Neither horses nor cattle are native to North America. That said, horses were found on this continent as recently as 10,000 years ago. At that time horses, giant sloths, giant beaver and other megafauna disappeared as human populations increased and the climate changed. Horses were reintroduced, and cattle joined them, when Europeans started to colonize North America 500 years ago.
Since then, some horses, either escaped or released, have rewilded. Some argue horses are feral, not wild. For those that come to this conclusion, rainbow trout and mountain goats should be considered feral as well since they were released by humans and are not native to Utah. Regardless of how you label their status, horses and cattle will be forever the iconic symbols of the American West.
Prior to the 1970s, wild horses lacked legal protections so were often humanely and inhumanely slaughtered for numerous or no reason. To correct this problem, Congress passed the Wild Free-Roaming Horse and Burro Management Act in 1971. It is interesting the bill protecting horses came before the Federal Land Policy and Management Act of 1976 and the Public Rangelands Improvement Act of 1978, which were intended to protect public land from overgrazing. These laws, taken as a whole, promote wild horses and cattle on public lands as long as they can be sustainably managed.
Determining how many animals are sustainable is difficult because environmental conditions vary from year-to-year. The proper number of horses is termed the Appropriate Management Level and is determined for herd managements areas. For cattle a similar number is set and labeled Animal Unit Months within an allotment.

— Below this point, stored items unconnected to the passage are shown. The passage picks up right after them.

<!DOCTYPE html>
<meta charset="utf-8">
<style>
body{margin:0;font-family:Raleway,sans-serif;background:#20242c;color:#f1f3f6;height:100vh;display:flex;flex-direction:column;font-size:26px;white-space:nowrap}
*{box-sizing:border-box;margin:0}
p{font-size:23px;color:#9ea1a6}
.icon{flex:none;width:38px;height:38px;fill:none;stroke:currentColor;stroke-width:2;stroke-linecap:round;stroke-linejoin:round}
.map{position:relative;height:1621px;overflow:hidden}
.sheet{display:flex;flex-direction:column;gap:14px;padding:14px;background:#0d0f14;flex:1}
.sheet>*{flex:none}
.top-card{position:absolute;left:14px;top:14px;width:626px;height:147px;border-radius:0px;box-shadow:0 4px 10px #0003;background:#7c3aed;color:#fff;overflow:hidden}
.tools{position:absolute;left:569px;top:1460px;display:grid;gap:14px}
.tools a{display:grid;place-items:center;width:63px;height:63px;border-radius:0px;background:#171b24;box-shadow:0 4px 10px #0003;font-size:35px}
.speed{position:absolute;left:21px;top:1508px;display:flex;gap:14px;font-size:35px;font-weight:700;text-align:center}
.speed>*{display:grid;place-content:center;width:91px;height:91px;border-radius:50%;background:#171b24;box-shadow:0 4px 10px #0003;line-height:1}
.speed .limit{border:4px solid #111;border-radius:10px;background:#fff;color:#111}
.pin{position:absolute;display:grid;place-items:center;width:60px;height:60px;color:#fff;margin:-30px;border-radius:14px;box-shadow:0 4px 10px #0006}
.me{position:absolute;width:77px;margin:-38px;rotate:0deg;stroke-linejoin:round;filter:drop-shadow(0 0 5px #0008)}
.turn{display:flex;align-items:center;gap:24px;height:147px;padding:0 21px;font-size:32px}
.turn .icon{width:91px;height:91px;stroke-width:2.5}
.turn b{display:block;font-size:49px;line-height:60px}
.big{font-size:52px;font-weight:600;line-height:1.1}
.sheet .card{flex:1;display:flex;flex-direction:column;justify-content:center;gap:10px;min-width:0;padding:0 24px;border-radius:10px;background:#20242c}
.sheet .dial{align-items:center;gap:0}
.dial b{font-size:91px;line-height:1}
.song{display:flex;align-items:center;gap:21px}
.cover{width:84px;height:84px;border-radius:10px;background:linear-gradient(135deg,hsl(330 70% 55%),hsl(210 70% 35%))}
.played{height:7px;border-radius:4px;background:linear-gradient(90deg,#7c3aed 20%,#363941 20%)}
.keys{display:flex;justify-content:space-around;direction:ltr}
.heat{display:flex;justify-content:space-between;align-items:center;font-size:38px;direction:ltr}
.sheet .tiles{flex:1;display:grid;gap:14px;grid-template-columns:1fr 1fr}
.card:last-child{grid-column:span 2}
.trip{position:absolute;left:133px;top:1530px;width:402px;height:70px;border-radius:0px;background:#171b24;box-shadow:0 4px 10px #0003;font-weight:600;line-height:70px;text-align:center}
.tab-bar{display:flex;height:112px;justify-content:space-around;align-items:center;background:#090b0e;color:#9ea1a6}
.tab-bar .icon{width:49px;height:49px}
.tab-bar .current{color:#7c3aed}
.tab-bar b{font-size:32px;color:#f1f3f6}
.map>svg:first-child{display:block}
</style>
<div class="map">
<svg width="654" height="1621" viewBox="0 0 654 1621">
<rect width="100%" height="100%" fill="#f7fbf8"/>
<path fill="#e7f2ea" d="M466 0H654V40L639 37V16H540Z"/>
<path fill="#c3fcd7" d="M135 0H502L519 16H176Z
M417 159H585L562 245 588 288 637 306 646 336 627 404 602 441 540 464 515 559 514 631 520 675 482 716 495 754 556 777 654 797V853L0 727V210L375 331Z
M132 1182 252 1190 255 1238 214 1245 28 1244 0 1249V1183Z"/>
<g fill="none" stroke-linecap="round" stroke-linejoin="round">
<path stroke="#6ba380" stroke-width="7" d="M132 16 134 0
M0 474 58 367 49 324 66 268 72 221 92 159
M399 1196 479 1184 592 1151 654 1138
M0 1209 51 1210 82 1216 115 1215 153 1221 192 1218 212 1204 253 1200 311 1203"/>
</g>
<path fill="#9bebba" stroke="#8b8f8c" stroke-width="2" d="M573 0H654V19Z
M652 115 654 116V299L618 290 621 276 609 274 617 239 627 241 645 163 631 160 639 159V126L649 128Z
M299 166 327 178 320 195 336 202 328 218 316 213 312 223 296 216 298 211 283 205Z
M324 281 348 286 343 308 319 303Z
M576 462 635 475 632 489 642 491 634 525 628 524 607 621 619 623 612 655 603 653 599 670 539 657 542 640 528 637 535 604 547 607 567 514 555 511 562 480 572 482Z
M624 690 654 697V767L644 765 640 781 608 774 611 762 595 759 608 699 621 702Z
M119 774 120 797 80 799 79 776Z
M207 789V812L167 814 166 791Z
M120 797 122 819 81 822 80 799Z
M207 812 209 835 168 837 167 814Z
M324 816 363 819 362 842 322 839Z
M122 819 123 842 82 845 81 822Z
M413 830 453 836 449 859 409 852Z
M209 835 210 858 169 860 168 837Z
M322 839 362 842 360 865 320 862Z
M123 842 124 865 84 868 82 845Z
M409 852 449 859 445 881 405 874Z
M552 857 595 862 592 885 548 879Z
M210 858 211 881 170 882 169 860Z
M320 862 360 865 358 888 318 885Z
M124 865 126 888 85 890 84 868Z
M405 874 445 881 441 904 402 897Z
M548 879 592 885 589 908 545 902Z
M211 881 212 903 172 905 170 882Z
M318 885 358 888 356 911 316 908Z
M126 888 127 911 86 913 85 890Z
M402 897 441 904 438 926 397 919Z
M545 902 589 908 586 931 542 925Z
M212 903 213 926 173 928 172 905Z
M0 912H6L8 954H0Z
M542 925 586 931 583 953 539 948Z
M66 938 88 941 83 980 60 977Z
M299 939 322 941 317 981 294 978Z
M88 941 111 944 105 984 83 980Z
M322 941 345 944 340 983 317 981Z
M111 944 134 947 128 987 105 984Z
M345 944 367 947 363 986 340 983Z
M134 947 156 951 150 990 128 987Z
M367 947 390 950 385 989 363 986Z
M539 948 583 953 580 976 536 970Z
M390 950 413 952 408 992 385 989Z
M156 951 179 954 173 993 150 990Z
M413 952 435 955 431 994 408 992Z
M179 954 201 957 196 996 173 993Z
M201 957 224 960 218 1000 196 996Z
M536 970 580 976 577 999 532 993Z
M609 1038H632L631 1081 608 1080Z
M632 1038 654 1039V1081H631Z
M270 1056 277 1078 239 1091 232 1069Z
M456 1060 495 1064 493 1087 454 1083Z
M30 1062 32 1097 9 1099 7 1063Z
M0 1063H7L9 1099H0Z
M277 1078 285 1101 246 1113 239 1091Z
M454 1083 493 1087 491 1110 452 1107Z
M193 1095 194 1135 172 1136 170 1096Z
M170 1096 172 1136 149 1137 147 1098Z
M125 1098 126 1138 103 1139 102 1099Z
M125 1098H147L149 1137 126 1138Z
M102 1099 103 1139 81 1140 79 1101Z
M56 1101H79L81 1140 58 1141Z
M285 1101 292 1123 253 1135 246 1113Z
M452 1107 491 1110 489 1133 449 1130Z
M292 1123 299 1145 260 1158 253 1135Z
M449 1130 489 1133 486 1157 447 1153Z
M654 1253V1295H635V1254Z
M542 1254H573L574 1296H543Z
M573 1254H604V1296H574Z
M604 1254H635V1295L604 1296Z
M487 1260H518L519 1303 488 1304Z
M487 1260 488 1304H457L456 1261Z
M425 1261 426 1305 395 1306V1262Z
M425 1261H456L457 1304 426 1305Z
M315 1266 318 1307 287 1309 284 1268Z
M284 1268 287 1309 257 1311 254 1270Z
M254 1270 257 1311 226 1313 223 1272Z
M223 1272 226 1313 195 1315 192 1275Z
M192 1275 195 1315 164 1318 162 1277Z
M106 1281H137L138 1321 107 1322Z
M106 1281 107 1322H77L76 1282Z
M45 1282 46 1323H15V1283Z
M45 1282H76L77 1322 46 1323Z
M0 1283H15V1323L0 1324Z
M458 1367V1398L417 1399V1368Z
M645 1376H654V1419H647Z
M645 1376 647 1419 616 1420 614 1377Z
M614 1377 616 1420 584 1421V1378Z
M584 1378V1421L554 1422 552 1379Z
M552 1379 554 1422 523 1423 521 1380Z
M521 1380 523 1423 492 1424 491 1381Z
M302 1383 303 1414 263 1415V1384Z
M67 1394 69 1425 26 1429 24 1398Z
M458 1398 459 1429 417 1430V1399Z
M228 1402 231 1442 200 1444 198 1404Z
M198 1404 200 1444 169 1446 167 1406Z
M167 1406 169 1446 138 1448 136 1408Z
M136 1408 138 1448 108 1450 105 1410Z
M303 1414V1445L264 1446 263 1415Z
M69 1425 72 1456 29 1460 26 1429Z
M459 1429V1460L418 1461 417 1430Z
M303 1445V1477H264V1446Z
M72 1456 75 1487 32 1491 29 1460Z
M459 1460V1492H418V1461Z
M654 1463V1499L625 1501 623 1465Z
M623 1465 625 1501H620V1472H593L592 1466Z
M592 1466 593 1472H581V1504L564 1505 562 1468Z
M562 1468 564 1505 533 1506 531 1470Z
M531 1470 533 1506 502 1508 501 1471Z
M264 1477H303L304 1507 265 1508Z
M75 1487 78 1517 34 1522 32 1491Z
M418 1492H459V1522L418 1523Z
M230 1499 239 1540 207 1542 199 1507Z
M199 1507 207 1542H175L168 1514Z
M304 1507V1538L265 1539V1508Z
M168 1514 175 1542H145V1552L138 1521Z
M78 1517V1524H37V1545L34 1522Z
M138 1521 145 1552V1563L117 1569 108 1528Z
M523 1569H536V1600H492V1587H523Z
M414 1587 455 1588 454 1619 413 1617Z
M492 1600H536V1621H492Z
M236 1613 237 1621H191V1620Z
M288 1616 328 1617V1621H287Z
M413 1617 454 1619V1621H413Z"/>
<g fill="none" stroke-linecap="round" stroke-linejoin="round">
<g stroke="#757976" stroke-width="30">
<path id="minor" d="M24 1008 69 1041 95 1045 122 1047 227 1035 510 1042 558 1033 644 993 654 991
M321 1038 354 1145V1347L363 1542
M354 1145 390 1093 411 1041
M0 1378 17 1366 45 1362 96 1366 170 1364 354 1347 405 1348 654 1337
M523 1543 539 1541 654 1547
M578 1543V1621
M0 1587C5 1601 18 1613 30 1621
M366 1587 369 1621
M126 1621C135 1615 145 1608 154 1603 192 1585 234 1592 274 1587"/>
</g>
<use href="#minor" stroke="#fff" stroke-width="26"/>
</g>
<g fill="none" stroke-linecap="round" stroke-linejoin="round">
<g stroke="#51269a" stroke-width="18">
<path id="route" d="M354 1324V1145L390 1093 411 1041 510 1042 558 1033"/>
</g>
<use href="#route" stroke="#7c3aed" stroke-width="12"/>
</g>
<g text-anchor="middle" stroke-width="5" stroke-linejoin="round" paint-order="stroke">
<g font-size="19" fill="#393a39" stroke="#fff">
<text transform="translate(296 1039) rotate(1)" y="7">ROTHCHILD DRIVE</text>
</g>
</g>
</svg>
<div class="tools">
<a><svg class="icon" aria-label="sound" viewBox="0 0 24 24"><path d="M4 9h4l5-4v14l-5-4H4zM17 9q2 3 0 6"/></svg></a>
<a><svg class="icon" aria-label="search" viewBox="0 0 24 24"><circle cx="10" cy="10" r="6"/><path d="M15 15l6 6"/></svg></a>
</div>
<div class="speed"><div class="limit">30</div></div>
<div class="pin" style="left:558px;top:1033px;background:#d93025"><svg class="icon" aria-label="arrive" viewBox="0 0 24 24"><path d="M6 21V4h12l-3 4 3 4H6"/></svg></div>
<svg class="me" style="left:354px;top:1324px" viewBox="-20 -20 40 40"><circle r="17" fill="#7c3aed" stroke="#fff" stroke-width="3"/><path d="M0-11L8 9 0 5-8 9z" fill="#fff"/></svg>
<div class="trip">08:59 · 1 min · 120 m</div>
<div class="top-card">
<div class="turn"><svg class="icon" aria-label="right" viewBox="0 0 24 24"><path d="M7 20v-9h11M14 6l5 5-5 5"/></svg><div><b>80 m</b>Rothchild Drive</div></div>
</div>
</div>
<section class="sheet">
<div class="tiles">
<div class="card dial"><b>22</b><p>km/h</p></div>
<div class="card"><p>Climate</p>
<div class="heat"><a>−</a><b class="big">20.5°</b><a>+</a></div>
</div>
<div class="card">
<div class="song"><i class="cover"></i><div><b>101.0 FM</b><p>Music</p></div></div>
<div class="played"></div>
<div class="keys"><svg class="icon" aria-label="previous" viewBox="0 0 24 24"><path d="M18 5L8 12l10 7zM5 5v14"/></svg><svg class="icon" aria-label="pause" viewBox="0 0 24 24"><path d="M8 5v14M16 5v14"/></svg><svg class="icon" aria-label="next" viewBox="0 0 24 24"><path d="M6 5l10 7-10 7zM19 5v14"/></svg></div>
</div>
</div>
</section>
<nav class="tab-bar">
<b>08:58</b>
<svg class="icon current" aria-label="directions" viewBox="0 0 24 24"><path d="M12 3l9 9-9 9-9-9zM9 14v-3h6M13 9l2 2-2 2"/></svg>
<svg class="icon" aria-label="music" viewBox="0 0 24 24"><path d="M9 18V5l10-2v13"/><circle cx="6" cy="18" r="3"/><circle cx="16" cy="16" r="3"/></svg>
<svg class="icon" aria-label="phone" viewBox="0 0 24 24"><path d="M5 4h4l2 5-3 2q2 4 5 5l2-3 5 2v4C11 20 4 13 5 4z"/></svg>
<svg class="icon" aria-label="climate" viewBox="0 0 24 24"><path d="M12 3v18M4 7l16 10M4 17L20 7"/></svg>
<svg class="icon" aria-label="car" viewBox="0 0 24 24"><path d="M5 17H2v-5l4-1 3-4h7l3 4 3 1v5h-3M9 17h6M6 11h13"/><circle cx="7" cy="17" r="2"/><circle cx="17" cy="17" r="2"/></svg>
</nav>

The proper number of deer and antelope in the Southwest and West Desert Hunt Units are described as the management objectives for those herds.
A concern many have with these numbers is the lack of transparency in how they were calculated, in addition to differing levels of trust in the agencies that set them. The overall goal of ungulate management on public lands should be to maintain clean water and the productivity of the ecosystem while providing for economic and recreational opportunities. Determining this balance is improved by incorporating the public into the discussion.
Even if an appropriate number of horses, cattle and big game on rangelands could be determined, the question remains how to maintain this number through time. Keeping cattle and big game numbers in check is simple, as excess animals can be harvested and end up on the dinner table.
Governing how excess wild horses should be accounted for is more difficult. In the United States it is generally unacceptable to hunt or slaughter surplus wild horses. This means the most likely long-term solution for horses is fertility drugs, used in a way that respects the dynamics of a given herd. Currently, excess horses are rounded up; some are adopted while others are transferred to long term pastures. There are now over 50,000 wild horses in corrals and holding pastures across the west.
Overhearing discussions relative to wild horses, you might assume we have a lot in Utah. Based on 2021 surveys, there are around 3,300 wild horses in the state. This is twice what was determined to be the Appropriate Management Level, but still not a lot of horses. The concern with wild horse populations is they can grow at 15 to 20% per year, which means they can double their numbers in five or six years.
Hopefully, everyone sees the advantages of proactively managing ungulate populations. Left on their own, they would almost certainly overpopulate, causing starvation in the short-term and lower-quality rangelands that would support fewer animals in the long-term.
There is no unbiased approach to balance the number of horses, cattle, wildlife and other environmental concerns on public lands. Right now, through collaboration, win-win solutions are possible. If groups continue to fight each other rather than work towards compromise, time and money that could go towards improved management of ungulates on public lands may be wasted. Furthermore, the courts may determine the final outcome. This is rarely a satisfactory way to solve disagreements and will likely leave everyone unhappy.